What to think and what not to
Boleto. Heard of the term? Maybe. But you might be wondering why this blog starts with a word. Well then, ask yourself the following questions.
- Are you looking for expansion in Latin America?
- Are you perhaps based there already, but have issues with your Cash Application?
- Do you want to learn more about consumer behavior and how it affects the Order to Cash cycle?
Regardless, this blog has got you covered.
So, What is a Boleto?
Addressing the elephant in the room, a Boleto is essentially an invoice with a bar code and is one of the most frequently used electronic transfer methods of payment used in Brazil. The frequency of use is high, at a whopping 61%, dwarfing credit transfers which comprise 36% and check payments, at a measly 4% rate.

A Boleto is more than just an invoice and plays a key role in tracking customer payments, and makes it convenient for companies to process these payments; because more often than not, they are generated by the banks themselves, and are put on ERP systems, which are then sent to the customers. It might be hassle-free for some companies, but the same isn’t true for all customers.
Syngenta (in Brazil) for example, is one such company that uses Boletos. They’re an agriculture-based company, with their main clientele varying from the range of MNCs to small farmers. Now, it might be easy for companies to use and process Boletos. But farmers and other smaller customers face major issues in not being able to understand how this mode of payment works. They often do not have access to all information and at times lack technological fluency. Even the large customers face challenges in processing a Boleto as its time-consuming.

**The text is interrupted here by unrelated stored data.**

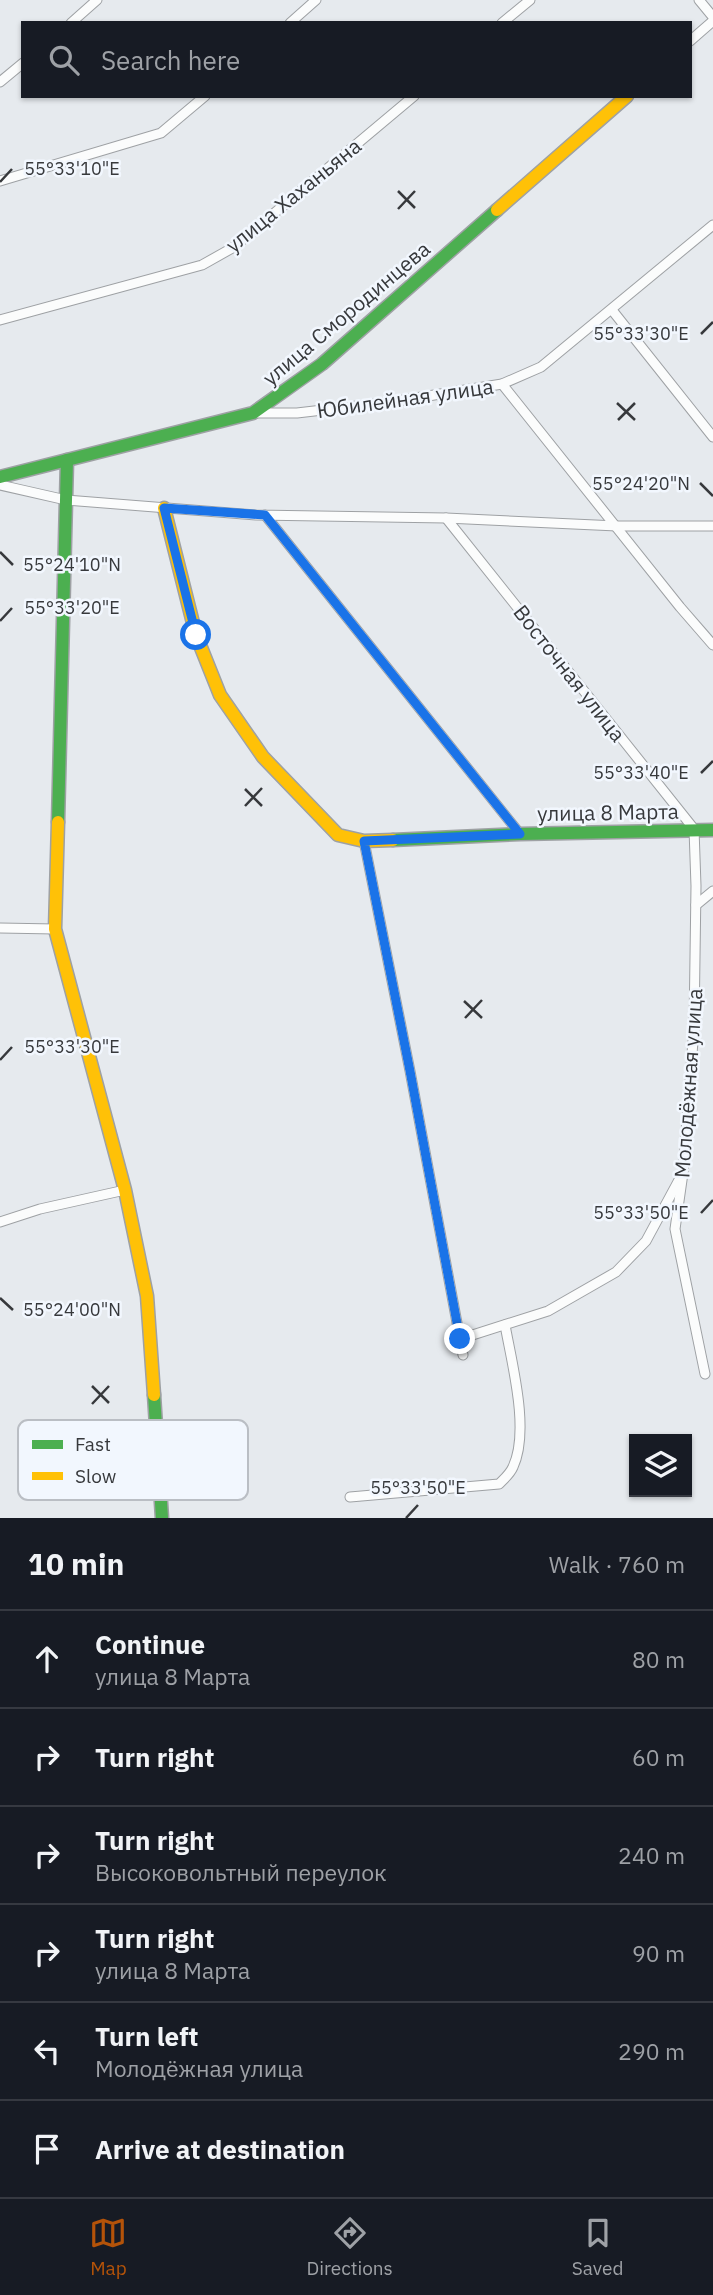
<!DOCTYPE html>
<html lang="en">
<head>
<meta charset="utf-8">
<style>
	:root { --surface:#171b24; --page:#20242c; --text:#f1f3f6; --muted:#9ea1a6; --line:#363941; --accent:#b45309 }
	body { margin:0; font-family:"IBM Plex Sans",sans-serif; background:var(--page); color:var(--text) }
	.controls { position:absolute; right:21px; bottom:21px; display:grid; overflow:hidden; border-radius:0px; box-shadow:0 2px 5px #0004 }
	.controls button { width:63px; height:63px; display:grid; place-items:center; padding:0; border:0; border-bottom:2px solid var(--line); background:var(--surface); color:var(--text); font:35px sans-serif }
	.stop { position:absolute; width:21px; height:21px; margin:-16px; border:5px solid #1a73e8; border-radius:50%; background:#fff }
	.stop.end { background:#1a73e8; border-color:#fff; box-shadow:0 2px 7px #0008 }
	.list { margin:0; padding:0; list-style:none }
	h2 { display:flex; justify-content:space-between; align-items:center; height:91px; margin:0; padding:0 28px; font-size:30px }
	h2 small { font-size:23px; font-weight:400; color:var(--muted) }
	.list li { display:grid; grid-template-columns:46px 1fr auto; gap:21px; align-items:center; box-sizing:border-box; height:98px; padding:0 28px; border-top:2px solid var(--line) }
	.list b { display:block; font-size:26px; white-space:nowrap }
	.list p { margin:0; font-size:23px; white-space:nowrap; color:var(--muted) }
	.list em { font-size:23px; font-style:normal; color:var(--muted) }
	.icon { flex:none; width:38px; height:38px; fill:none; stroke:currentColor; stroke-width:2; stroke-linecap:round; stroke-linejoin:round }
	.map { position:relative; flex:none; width:713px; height:1518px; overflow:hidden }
	.search { position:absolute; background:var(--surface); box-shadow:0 2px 5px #0004; left:21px; right:21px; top:21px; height:77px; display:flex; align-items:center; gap:18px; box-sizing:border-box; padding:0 24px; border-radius:0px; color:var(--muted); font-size:26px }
	.sheet { height:679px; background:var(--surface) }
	nav { display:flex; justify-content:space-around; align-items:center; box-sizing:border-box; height:98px; border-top:2px solid var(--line); background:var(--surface); font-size:19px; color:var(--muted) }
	nav a { display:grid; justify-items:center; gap:4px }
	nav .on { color:var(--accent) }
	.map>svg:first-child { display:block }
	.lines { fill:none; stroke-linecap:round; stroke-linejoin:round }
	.street-casing { stroke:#9ea1a4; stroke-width:11 }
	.fast-casing { stroke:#9ea1a4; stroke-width:15 }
	.slow-casing { stroke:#9ea1a4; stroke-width:15 }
	.street { stroke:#fbfcfc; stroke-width:9 }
	.fast { stroke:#4caf50; stroke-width:12 }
	.slow { stroke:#ffc107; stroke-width:12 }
	.route { stroke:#1a73e8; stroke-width:9 }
	.ticks { fill:none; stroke:#37393c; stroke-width:2.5 }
	.labels { text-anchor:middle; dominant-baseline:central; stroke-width:5; stroke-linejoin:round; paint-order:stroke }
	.street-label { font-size:21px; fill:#37393c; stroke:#f2f7fe }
	.key { fill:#f2f7fe; stroke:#babec4; stroke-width:2 }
	.key-label { font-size:19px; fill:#37393c }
	.ticks-label { font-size:18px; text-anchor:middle; fill:#37393c; stroke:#f2f7fe; stroke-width:5; stroke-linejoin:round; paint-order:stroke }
</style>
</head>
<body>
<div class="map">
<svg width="713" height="1518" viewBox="0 0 713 1518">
	<rect width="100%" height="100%" fill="#e6eaee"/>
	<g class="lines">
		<g class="street-casing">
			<g id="street">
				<polyline points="699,0 713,17"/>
				<polyline points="71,23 97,0"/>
				<polyline points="290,23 316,0"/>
				<polyline points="502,23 530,0"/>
				<polyline points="690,41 713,21"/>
				<polyline points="0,82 23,63"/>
				<polyline points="0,181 161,133 205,96"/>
				<polyline points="612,310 713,437"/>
				<polyline points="0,320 202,265 234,247 414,96"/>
				<polyline points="502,384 680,607 713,645"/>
				<polyline points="255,413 297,413 391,402 502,384 541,367 713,225"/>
				<polyline points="0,485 66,500 256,515 446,518 617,526 713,526"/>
				<polyline points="265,515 520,834"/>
				<polyline points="446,518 694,829 696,886 694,1028 683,1173 675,1229 705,1374"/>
				<polyline points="364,841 410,1071 463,1355"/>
				<polyline points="696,905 713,891"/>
				<polyline points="0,928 55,929"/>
				<polyline points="0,1222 40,1209 125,1190"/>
				<polyline points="460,1339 548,1311 616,1272 646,1241 680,1178"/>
				<path d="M350 1497 499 1484C504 1479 510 1474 513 1467 530 1431 512 1364 505 1325"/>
			</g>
		</g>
		<g class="fast-casing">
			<g id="fast">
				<polyline points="0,477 253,413 322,364 497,210"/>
				<polyline points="58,822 67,460"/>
				<polyline points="393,840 520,834 713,830"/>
				<polyline points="154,1395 162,1518"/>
			</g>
		</g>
		<g class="slow-casing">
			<g id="slow">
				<polyline points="497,210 627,96"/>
				<polyline points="164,508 196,635 220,695 263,757 338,835 364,841 393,840"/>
				<polyline points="58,822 55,929 125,1190 147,1296 154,1395"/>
			</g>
		</g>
		<use href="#street" class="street"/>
		<use href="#fast" class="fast"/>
		<use href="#slow" class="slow"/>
	</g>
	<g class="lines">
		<polyline class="route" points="196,635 164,508 265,515 520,834 364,841 410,1071 460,1339"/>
	</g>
	<path class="ticks" d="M0 182 12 169M398 191 415 208M398 209 415 191M701 334 713 322M617 403 635 420M618 420 635 403M700 483 713 496M0 552 13 565M0 621 12 608M701 773 713 761M245 789 262 806M245 806 262 788M464 1001 482 1018M465 1018 482 1000M0 1060 12 1047M701 1213 713 1200M0 1298 13 1310M92 1386 109 1403M92 1404 109 1386M406 1518 418 1505"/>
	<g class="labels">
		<g class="street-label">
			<text transform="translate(293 195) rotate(-39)">улица Хаханьяна</text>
			<text transform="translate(346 313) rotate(-40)">улица Смородинцева</text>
			<text transform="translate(405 398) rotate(-8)">Юбилейная улица</text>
			<text transform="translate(570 673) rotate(52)">Восточная улица</text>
			<text transform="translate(608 812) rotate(-1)">улица 8 Марта</text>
			<text transform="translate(688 1083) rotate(-86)">Молодёжная улица</text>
		</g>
	</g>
	<rect x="18" y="1420" width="230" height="80" rx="10" class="key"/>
	<rect x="32" y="1440" width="31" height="9" fill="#4caf50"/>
	<rect x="32" y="1472" width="31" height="8" fill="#ffc107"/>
	<g class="key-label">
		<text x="75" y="1451">Fast</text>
		<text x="75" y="1483">Slow</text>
	</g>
	<g class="ticks-label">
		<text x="72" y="175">55°33'10"E</text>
		<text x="641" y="340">55°33'30"E</text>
		<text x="641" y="490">55°24'20"N</text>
		<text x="72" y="571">55°24'10"N</text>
		<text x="72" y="614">55°33'20"E</text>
		<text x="641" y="779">55°33'40"E</text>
		<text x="72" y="1053">55°33'30"E</text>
		<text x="641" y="1219">55°33'50"E</text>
		<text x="72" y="1316">55°24'00"N</text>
		<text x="418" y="1494">55°33'50"E</text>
	</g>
</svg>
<div class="controls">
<button><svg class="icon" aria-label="layers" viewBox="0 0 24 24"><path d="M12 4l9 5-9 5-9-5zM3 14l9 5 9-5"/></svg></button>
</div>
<div class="stop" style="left:196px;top:635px"></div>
<div class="stop end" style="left:460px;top:1339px"></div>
<div class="search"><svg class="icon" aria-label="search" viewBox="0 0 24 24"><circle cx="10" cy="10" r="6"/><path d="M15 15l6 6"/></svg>Search here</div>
</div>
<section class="sheet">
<h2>10 min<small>Walk · 760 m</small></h2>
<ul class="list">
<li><svg class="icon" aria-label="ahead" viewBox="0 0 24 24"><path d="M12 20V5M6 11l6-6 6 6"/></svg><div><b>Continue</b><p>улица 8 Марта</p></div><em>80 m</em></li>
<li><svg class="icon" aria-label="right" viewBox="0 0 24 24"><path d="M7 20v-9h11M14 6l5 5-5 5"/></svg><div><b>Turn right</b></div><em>60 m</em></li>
<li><svg class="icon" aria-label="right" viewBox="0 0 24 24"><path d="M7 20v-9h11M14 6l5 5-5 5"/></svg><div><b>Turn right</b><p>Высоковольтный переулок</p></div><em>240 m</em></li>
<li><svg class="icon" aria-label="right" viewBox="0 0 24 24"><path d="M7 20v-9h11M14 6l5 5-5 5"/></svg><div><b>Turn right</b><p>улица 8 Марта</p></div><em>90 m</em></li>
<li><svg class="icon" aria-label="left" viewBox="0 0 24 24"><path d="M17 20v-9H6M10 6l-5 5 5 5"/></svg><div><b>Turn left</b><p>Молодёжная улица</p></div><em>290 m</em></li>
<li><svg class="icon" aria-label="arrive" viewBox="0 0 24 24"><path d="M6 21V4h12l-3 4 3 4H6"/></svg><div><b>Arrive at destination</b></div></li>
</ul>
</section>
<nav>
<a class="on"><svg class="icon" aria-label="map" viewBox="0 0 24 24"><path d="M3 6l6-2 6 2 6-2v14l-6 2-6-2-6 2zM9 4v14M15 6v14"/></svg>Map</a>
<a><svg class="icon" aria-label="directions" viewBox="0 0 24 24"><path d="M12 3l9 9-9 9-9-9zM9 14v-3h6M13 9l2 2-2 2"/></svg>Directions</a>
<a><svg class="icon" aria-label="saved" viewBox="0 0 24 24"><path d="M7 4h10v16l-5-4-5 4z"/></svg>Saved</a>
</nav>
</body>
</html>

What Latin America Prefers
Expansion in Latin America has always been an issue. The trends in the Cash Application process depend significantly upon customer behavior and this is a major glitch when outsourcing to Latin America. Over the years, even with massive technological advancements in AR, customers still prefer tangible processes, such as direct deposits, rather than using online payment gateways. The main challenge is to make the buyer feel safe about using online
payment formats or checks and instilling confidence in them. This may seem easy, but it is a long process.
Their Customer Behaviour
Often customers change their views according to the circumstances. The automatic processes stand no chance when Lat-Am is taken into consideration. So when countries like Argentina, Mexico, Paraguay, and Chile make the jump from manual operations to automation, they may face problems. Even with good implementation and policies, Argentina and Mexico have managed only 30% automation, Paraguay is still at 15% and Chile stands at zero percent, but measures are being taken to improve. There are success stories, such as Poland, which achieved 70% automation, but peculiarities on the far side of the ocean shouldn’t concern you. Talking about Brazil, there is 70% automation already, which is good, but there is always scope for improvement.

Considering Syngenta, the use of the Cash Application process through online portals is encouraged. However, when the small customers (farmers) preferred to pay through direct payment methods, it became a supplier’s nightmare to find the payments. And this process was done manually which in turn made the Cash Application process slow and inaccurate. Therefore, automation bridged the gap between buyer and supplier and made the whole task a lot more feasible.
Also, manually processing AR posed the issue of manpower and labor, as more often, companies simply did not have the strength required to go through all the data physically. In the case of Syngenta, it required ~4000 people to get through all the invoices they received.
What the Future Holds
Research shows that the majority of the Brazilian population spend most of the time on their phones, be it for business or personal usage. Taking into consideration the problems faced by customers using ERP systems and the current customer behaviors, implementing a
mobile-based platform for AR could be the next big thing. Especially when it is easier to use mobile applications for credit transfers. Having a shift from ERP to the mobile application could also eliminate major hurdles faced by both the suppliers as well as the buyers.
For Syngenta, the switch to mobile application could bring in a vast difference and possibly be beneficial for cash transits. The Future of Fintech not only understands the typical customer’s psyche but also develops trust for online portals. Since there are still countries around Latin America where automation is not in full swing, these practices could make a better change, if not the best.
The Lat-Am Network works on both manual and automatic functions. So it’s pretty clear that the Cash Application process throws curveballs, and to tackle them, effective strategies and
cash application automation need to be put in place.
Through Syngenta’s example, a lot of changes have been put in place in Brazil.